Чтение онлайн

на главную

Жанры

«Вся жизнь – Петушки». Драматизированная проза и прозаизированная драма Венедикта Ерофеева
Шрифт:

Средство передвижения избрано: электричка (именующаяся в тексте преимущественно поездом).

Вокзал отправления и расписание предложены: Курский вокзал, «четвертый тупик» (с. 27).

Расписание: отправление в 8.16.

Время в пути: «ровно 2 часа 15 минут» (с. 129).

Пункты следования не просто обозначены, но даже уточнены станции следования без остановки: «Остановки: Серп и Молот, Чухлинка, Реутово, Железнодорожная, далее по всем пунктам, кроме Есино» (с. 27).

Для полноты и правдоподобия картины даются день недели (пятница) и время года (осень – «темнеет быстро», с. 129).

И подобные темпорально-географические координаты могут быть приумножены.

Таким образом антураж путешествия обеспечен, его внешние специфико-квалификационные признаки налицо.

Однако жанр повествования (в данном случае речь о романе-путешествии) может

быть квалифицирован исходя не только из внешних признаков текста, но и основываясь на существенных (конститутивных) чертах повествования. Так, если традиционное путешествие «совершается», как уже отмечалось, ради активного продвижения интриги, с целью выявления динамики характера героя (-ев), во имя разнообразия встреч, картин, впечатлений и проч., то у Ерофеева дело обстоит иначе: ни одна из доминантных черт романа-путешествия в данном случае «не работает», «привычных» составляющих путешествия у Ерофеева нет.

Традиционного для жанра романа-путешествия разнообразия картин в романе Ерофеева отметить нельзя. В отличие от иных героев-путешественников ерофеевский персонаж не смотрит в окно [12] ,картины за окном не актуализированы и потому не сменяют друг друга, и даже когда во второй половине романа герой все-таки вглядывается в заоконное пространство, картины не возникает: в наступившей ночной тьме различимы только безликие бесконтурные огни. Пейзажные декорации не чередуются, и в привычном смысле пейзажа в ерофеевском романе вообще нет [13] .

12

Ср.: В. Курицын: «Солидную часть пути он даже проводит в тамбуре, где окна нет совсем (? – О. Б.)» (Курицын В. Русский литературный постмодернизм. М., 2001. С. 144–145).

13

Отчасти элементы пейзажа можно проследить в описании Москвы (Кремля) и Петушков, но и здесь пейзажный фон скорее условен и абстрактен, так как создается с целью выделения противонаправленной – «адской» и «райской» – сущности/сути названных мест.
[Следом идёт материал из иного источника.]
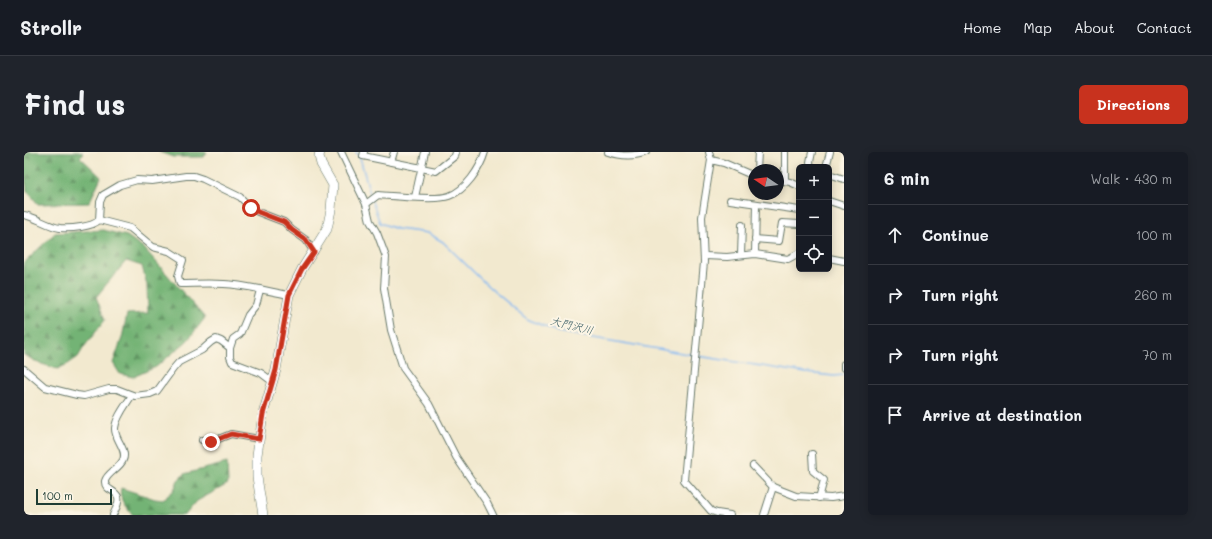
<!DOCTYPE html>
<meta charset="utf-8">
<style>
body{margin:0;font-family:Mali,"Klee One",sans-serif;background:#20242c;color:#f1f3f6}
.controls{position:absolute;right:12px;top:12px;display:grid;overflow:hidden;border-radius:6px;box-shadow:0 2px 10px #0003}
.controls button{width:36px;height:36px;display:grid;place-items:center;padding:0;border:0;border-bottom:1px solid #363941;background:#171b24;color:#f1f3f6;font:20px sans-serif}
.compass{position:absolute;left:724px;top:12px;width:36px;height:36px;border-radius:50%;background:#171b24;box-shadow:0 2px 10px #0003;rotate:283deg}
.scale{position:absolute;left:12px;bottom:10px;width:76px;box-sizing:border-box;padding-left:4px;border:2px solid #1f3d34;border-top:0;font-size:11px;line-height:14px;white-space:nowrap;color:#1f3d34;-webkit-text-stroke:3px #fcf5e5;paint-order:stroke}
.stop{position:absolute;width:12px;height:12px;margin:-9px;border:3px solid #c8321e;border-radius:50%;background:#fff}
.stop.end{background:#c8321e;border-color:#fff;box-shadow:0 1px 4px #0008}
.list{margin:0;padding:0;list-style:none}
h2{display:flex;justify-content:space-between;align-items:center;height:52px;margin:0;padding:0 16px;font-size:17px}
h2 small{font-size:13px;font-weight:400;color:#9ea1a6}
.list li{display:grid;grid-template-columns:26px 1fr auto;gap:12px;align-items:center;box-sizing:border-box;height:60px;padding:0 16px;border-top:1px solid #363941}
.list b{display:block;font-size:15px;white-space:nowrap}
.list em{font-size:13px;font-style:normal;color:#9ea1a6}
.icon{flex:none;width:22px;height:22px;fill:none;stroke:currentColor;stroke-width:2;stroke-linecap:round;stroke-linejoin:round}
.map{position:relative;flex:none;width:820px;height:363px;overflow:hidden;border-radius:6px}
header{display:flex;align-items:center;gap:24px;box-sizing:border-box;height:56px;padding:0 20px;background:#171b24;border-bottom:1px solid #363941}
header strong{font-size:19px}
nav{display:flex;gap:22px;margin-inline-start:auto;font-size:14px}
.intro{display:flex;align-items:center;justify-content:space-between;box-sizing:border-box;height:96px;padding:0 24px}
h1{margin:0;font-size:28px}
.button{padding:10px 18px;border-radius:6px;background:#c8321e;color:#fff;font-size:14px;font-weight:700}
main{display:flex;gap:24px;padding:0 24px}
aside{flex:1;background:#171b24;border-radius:6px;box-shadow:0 2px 10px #0003}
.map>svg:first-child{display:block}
</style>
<header>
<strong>Strollr</strong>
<nav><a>Home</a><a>Map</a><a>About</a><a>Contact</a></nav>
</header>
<div class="intro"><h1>Find us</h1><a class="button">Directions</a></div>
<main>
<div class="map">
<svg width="820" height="363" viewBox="0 0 820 363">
<defs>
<pattern id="forest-firs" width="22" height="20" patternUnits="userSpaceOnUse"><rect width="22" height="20" fill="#73b375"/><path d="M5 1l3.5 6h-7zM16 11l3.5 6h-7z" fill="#5e9361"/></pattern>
</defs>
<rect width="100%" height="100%" fill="#fcf5e5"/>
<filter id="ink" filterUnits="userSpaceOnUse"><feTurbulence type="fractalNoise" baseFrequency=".025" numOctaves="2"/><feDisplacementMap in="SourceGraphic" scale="8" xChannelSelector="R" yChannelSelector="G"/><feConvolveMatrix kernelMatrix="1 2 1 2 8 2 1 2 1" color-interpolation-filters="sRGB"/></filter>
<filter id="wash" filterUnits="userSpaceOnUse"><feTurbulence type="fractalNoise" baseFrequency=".012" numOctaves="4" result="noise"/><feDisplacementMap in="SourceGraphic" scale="16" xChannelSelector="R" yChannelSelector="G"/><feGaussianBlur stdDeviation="0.9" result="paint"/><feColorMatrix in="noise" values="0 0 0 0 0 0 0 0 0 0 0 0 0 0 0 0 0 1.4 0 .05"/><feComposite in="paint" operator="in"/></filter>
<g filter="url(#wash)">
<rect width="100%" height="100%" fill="#f2e9cf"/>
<g fill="url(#forest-firs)" stroke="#497854">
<path d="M 0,0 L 59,0 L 56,5 L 77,25 L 65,51 L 14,52 L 3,39 L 0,17 Z"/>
<path d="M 135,0 L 183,0 L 180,5 L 149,5 Z"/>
<path d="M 79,78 L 103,84 L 120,96 L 181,166 L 163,189 L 132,215 L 109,225 L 96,222 L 89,211 L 98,186 L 103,162 L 124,161 L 123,133 L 118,114 L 102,109 L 72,145 L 81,168 L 60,195 L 54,205 L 44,212 L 33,217 L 15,211 L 0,203 L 0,111 L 31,81 Z"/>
<path d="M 203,311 L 204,332 L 173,349 L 161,363 L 109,363 C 102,356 94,346 97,336 L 131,347 L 139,348 L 150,338 L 154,328 L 160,322 Z"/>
</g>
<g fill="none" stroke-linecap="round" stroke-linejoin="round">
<g stroke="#83b8f1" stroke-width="1.5">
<path d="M 332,0 L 336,6 L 347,45"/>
<path d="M 348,49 L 356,71 L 373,77 L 404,81 L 419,90 L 465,135 L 503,167 L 534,180 L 670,203"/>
<path d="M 674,204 L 782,221 L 810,224 L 820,223"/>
</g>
</g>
</g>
<g filter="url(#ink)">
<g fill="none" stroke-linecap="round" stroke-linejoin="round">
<defs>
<g id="street">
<path d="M 317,0 L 342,52 L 346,69 L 353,81 L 362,105 L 360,136 L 367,178 L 379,216 L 405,252 L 432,305 L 463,351 L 469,363"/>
<path d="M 340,0 L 339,4 L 412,19 L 431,4 L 432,0"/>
<path d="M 584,0 C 596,4 610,5 622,0"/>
<path d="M 685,0 L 687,8 L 678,65 L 680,110 L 660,328 L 687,359 L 693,361 L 706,363"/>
<path d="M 687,8 L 700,11 L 730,24"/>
<path d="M 367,10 L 370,0"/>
<path d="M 787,15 L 786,10 L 788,0"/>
<path d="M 802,15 L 806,0"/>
<path d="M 733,18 L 734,0"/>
<path d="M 805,22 L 820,27"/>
<path d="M 754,28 L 766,30 L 775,34"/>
<path d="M 761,29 L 761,0"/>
<path d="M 391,45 L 401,0"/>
<path d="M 706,48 L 775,58"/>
<path d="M 805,49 L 820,54"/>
<path d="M 342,52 L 354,43 C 371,44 411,49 425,44 C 442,38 456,17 461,0"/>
<path d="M 0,63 C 12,65 23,74 36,76 C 46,77 69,75 75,68 L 76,50 L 79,43 L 96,33 L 113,28 L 128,29 L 162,24 L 170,24 L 179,27 L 216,45 L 227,56 L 234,60 L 260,70 L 268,78 L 282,88 L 290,100"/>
<path d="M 75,68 L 106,76 L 129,95 L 145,99 L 159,108 L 154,124 L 156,132 C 170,132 185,131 200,132 C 222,133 243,139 265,143"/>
<path d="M 731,87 L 755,89 L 758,71 L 775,72"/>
<path d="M 731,102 L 732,52"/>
<path d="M 717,103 L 718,73"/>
<path d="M 681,104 L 703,105 L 731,102 L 764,107 L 775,101"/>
<path d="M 805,106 L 820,109"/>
<path d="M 206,196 L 209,187 L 216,182 L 224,163 L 232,153 L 236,138"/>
<path d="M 820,212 L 820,216"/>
<path d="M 0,217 L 21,235 L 53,243 L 60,244 L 85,237 L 93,237 L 111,244 L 126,242 L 133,239 L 149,217 L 155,210 L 178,198 L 187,190 L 192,187 L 197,189 L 206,196 L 206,205 L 208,210 L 237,221 L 249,230"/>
<path d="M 178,288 L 187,290 L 207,282 L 235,287"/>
<path d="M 788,302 L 789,319 L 800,328 L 795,346"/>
<path d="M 729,314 L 749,335 L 772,344 L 807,346 L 820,344"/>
<path d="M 89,363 C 91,358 96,351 94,345 C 92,338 80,338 81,329 C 83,321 96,316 99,308 C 104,298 90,287 91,276 C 92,265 102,253 108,243"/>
<path d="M 740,363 L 749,335"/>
</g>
<path id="secondary" d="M 239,363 L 233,325 L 233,303 L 239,262 L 252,218 L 265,143 L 278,117 L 303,77 L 307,58 L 309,33 L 297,12 L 295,4 L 296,0"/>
</defs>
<use href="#street" stroke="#69796a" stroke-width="8"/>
<use href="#secondary" stroke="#69796a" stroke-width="10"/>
<use href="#street" stroke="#fff" stroke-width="6"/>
<use href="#secondary" stroke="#fff" stroke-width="9"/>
</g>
</g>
<g fill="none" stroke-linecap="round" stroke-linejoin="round" filter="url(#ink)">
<path stroke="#c8321e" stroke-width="5" d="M 187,290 L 207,282 L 235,287 L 239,262 L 252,218 L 265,143 L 278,117 L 290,100 L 282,88 L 268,78 L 260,70 L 234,60 L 227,56"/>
</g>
<g text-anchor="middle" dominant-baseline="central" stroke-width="4" stroke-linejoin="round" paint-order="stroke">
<g font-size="11" font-style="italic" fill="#385c63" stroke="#fcf5e5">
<text transform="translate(548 173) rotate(14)">大門沢川</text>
</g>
</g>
</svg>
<div class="controls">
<button>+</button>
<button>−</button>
<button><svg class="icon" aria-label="locate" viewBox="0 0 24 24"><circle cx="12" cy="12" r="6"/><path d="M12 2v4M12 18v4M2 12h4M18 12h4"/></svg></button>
</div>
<svg class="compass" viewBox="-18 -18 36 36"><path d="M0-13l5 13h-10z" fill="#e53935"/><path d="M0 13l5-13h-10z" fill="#9ea1a6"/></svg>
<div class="scale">100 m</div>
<div class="stop" style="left:227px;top:56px"></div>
<div class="stop end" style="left:187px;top:290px"></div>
</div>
<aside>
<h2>6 min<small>Walk · 430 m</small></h2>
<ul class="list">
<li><svg class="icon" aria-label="ahead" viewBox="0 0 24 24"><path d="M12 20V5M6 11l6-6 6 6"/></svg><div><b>Continue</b></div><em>100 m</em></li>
<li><svg class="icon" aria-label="right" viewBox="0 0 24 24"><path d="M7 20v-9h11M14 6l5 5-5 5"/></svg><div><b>Turn right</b></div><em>260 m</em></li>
<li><svg class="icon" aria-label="right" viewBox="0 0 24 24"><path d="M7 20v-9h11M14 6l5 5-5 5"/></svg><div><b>Turn right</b></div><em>70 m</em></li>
<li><svg class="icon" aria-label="arrive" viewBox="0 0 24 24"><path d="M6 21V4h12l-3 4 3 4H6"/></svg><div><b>Arrive at destination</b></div></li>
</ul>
</aside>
</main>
Смены географического пространства в романе Ерофеева не происходит, варьируются только ничего не говорящие непосвященному читателю «вывески» («Различия, лопаясь, превращаются в идентичности…» [14] ), которые по сути и не принадлежат пространству, ибо отражают не названия отдельной станции, а обозначают «перегон» от станции до станции (Москва – Серп и Молот, Серп и Молот – Карачарово, Карачарово – Чухлинка, Чухлинка – Кусково и так далее), следовательно, возникают только в подсознании героя, автоматически отмечающего (подсознательно констатирующего) передвижение от одного пункта к другому. Физическое перемещение героя за пределами вагона электрички не составляет ось романа. К развитию сюжета, характера, обстоятельств «вехи пути» отношения не имеют: с равным успехом герой мог бы просто отсчитывать время в пути (что он и делает в отдельные моменты) или измерять путь исчислением километров или, что актуальнее для него, – количеством выпитого. К тому же то обстоятельство, что герой уже три года ездит по одному и тому же маршруту («прошло уже три года…», с. 110; «так продолжалось три года, каждую неделю…», с. 111) задает не динамику, а скорее статичность и привычность/устойчивость впечатлений.

14

Бераха Л. Традиции плутовского романа в поэме Венедикта Ерофеева // Русская литература ХХ века: направления и течения. Вып. 3. Екатеринбург, 1996. С. 80.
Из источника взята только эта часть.